In my previous article, I created a live face detection with gender recognition using 2 different models. We used an OpenCV provided cascade classifier to detect faces, and used our trained Neural Network to classify detected faces. But cascade classifier is very weak and detects faces only in front view. We can combine more models for side views, but still, it will not be as good as a NN based approach. Now a simple way to fix this would be to use a more powerful model to detect faces and use the same gender classifier to classify the detected faces, but this type of approach doesn’t always work especially in complex scenarios like object detection. In this article, we will look at the possible solution and how we can create a single NN structure for such scenarios.

Classifier based detection approach

We can very well solve our problem using 2 Neural Network models, one trained to detect faces and others to classify them. But first, let’s think about how our first model will work. How will it detect faces?

Sliding window classifier

A simple and previously popular method is to actually train a model to classify image (small patch of the image to be exact) as face vs non-face. Let’s assume we trained the model to classify images of size SxS. To convert this classifier into a detector, we use this classifier on various parts of the image. We start looking from the top left corner and scan every SxS part of the image to check whether it contains a face. Now we know that wherever our model classifies the image as a face, there is a face (with some probability). But what if the face in the image is bigger than SxS (our classifier size). To detect them we resize the image to a smaller scale (after adding a bit of gaussian blur for some other reasons) and do the same process as above. We repeat this for different scales to detect faces of different sizes.

Note: As the name suggests, OpenCV cascade classifier was infact a classifier approach which we used to detect faces

Problems with sliding window

Since a face can be at any location, and the classifier has to be on the face to detect it, we have to run classifier for every possible location. So if we have a 320x320 image and our classifier works on 20x20 image, we have to run the classifier (320-20)x(320-20) times for each scale. If we try 3 different scales, we are running our classifier for 270000 times!!! Even then we might miss some faces as we are checking on only 3 scales. You can clearly see why this doesn’t work for real-time systems. We might get it to work for our specific use case if we use very simple models as the classifier, but it clearly doesn’t work with complex models for complex tasks like object detection.

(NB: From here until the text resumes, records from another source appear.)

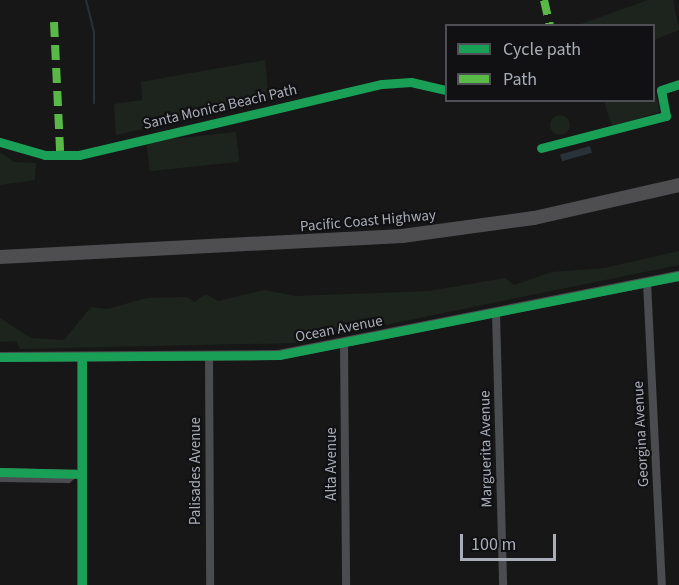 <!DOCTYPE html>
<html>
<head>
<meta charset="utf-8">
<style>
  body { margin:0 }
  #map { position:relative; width:679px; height:585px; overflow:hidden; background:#171717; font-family:"Source Sans 3",sans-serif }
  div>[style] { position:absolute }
  .green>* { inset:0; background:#1d241e; transform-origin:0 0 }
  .round { border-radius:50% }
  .water>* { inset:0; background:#2a3239; transform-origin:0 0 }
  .stream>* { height:2px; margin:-1px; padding:0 1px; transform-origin:1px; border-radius:1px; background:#2a3239 }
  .street>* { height:8px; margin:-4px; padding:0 4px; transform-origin:4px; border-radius:4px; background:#4b4c50 }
  .secondary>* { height:10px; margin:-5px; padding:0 5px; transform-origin:5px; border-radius:5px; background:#4a4a4e }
  .highway>* { height:14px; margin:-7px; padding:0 7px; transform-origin:7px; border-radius:7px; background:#4e4e51 }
  .quiet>* { height:8px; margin-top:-4px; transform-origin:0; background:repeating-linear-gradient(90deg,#58b947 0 15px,transparent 0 23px) }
  .cycleway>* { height:9px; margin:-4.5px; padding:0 4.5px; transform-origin:4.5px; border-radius:4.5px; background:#1a9f57 }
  span { translate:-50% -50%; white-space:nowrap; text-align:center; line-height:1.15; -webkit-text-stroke:4.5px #111113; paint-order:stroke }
  .street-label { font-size:15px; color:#a8adb8 }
  .legend { position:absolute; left:445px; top:24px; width:210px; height:78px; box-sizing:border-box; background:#111113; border:2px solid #4d4f55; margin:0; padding:8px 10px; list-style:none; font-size:18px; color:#a8adb8 }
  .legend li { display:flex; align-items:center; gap:12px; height:30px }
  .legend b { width:30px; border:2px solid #4d4f55 }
  .scale { position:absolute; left:460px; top:534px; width:96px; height:27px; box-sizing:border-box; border:3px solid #a8adb8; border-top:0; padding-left:8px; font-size:18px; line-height:21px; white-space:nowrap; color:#a8adb8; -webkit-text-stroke:4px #111113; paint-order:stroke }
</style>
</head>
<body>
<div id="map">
  <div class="green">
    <i style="clip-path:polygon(648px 0,673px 0,679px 30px,654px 40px,654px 26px,578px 25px)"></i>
    <i style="clip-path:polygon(265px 60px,269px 101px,116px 135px,114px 104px,142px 100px,141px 82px)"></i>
    <i style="clip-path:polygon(654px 89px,660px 112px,612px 126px,604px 101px,654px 100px)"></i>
    <i class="round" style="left:550px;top:115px;width:20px;height:20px"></i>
    <i style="left:236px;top:132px;width:30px;height:90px;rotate:84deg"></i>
    <i style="clip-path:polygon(0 152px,14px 162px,36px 163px,35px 180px,0 185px)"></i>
    <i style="clip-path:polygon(679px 251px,679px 265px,296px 343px,20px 349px,16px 341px,0 342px,0 318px,31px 338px,64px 340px,91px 307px,107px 309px,147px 298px,187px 297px,194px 302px,206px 294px,218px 301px,264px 290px,296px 296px,429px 291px,505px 278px,514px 285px,552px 272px,604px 268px)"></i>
  </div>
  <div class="water">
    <i style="left:590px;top:146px;width:7px;height:31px;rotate:74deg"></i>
  </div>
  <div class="stream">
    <i style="left:86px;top:0;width:34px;rotate:76deg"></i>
    <i style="left:94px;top:33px;width:70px;rotate:90deg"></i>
  </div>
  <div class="street">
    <i style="left:647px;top:282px;width:303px;rotate:87.2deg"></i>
    <i style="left:496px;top:313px;width:272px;rotate:88.5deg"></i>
    <i style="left:344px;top:343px;width:242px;rotate:89.5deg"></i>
    <i style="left:209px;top:356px;width:229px;rotate:89.7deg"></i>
    <i style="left:0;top:472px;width:82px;rotate:1.4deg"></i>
    <i style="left:0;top:478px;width:68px;rotate:0.8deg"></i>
    <i style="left:68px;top:479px;width:8px;rotate:-40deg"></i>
  </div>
  <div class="secondary">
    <i style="left:0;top:357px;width:279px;rotate:-0.4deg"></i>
    <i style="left:279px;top:355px;width:408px;rotate:-11.2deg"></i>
    <i style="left:82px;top:357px;width:228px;rotate:90deg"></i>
  </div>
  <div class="highway">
    <i style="left:0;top:257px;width:403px;rotate:-3deg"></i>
    <i style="left:402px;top:236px;width:133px;rotate:-7.8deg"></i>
    <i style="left:534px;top:218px;width:149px;rotate:-12.8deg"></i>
  </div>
  <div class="quiet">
    <i style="left:544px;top:0;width:27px;rotate:77deg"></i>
    <i style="left:54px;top:22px;width:129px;rotate:87.3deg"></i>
  </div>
  <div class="cycleway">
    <i style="left:0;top:142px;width:47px;rotate:16.1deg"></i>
    <i style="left:45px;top:155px;width:34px"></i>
    <i style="left:79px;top:155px;width:311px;rotate:-13.2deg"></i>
    <i style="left:382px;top:84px;width:29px;rotate:-4deg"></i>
    <i style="left:411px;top:82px;width:36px;rotate:13deg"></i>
    <i style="left:541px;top:148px;width:129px;rotate:-14.4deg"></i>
    <i style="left:666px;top:116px;width:26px;rotate:-101deg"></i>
    <i style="left:661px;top:90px;width:19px;rotate:-18deg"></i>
    <i style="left:0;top:357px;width:279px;rotate:-0.4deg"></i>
    <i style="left:279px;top:355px;width:408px;rotate:-11.2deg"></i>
    <i style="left:82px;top:357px;width:228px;rotate:90deg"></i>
    <i style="left:0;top:472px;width:82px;rotate:1.4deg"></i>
  </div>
  <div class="street-label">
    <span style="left:220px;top:107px;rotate:-13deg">Santa Monica Beach Path</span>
    <span style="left:368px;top:221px;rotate:-5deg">Pacific Coast Highway</span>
    <span style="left:339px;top:329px;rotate:-11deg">Ocean Avenue</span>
    <span style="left:641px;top:434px;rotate:-93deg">Georgina Avenue</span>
    <span style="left:486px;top:449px;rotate:-91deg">Marguerita Avenue</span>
    <span style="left:332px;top:464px;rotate:-90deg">Alta Avenue</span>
    <span style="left:196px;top:471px;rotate:-90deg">Palisades Avenue</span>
  </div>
  <ul class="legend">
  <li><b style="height:8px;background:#1a9f57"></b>Cycle path</li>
  <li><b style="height:8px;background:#58b947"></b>Path</li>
  </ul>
  <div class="scale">100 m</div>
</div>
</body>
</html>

Classifier with region selection

A solution to the above problem is to use another model or a smart algorithm to find the areas of interest and run our classifier to only these areas. So instead of running our classifier on every possible location, we use a model or some heuristics to detect the possible locations which might have an object (or whatever we are trying to detect). This significantly reduces the number of times we have to run our classifier, but this introduces another model in the pipeline. Now we not only have to have a good classifier but also a good and finetuned method to find regions to run our classifier on.

One of the popular algorithms which use a similar method for object detection is called R-CNN. R-CNN uses a selective search to get “region proposals”. It then uses a Convolutional Neural Network to classify the objects in proposed regions. This is followed by some post-processing models to finetune the predictions. This is just a rough overview of the approach used, for details feel free to read the paper.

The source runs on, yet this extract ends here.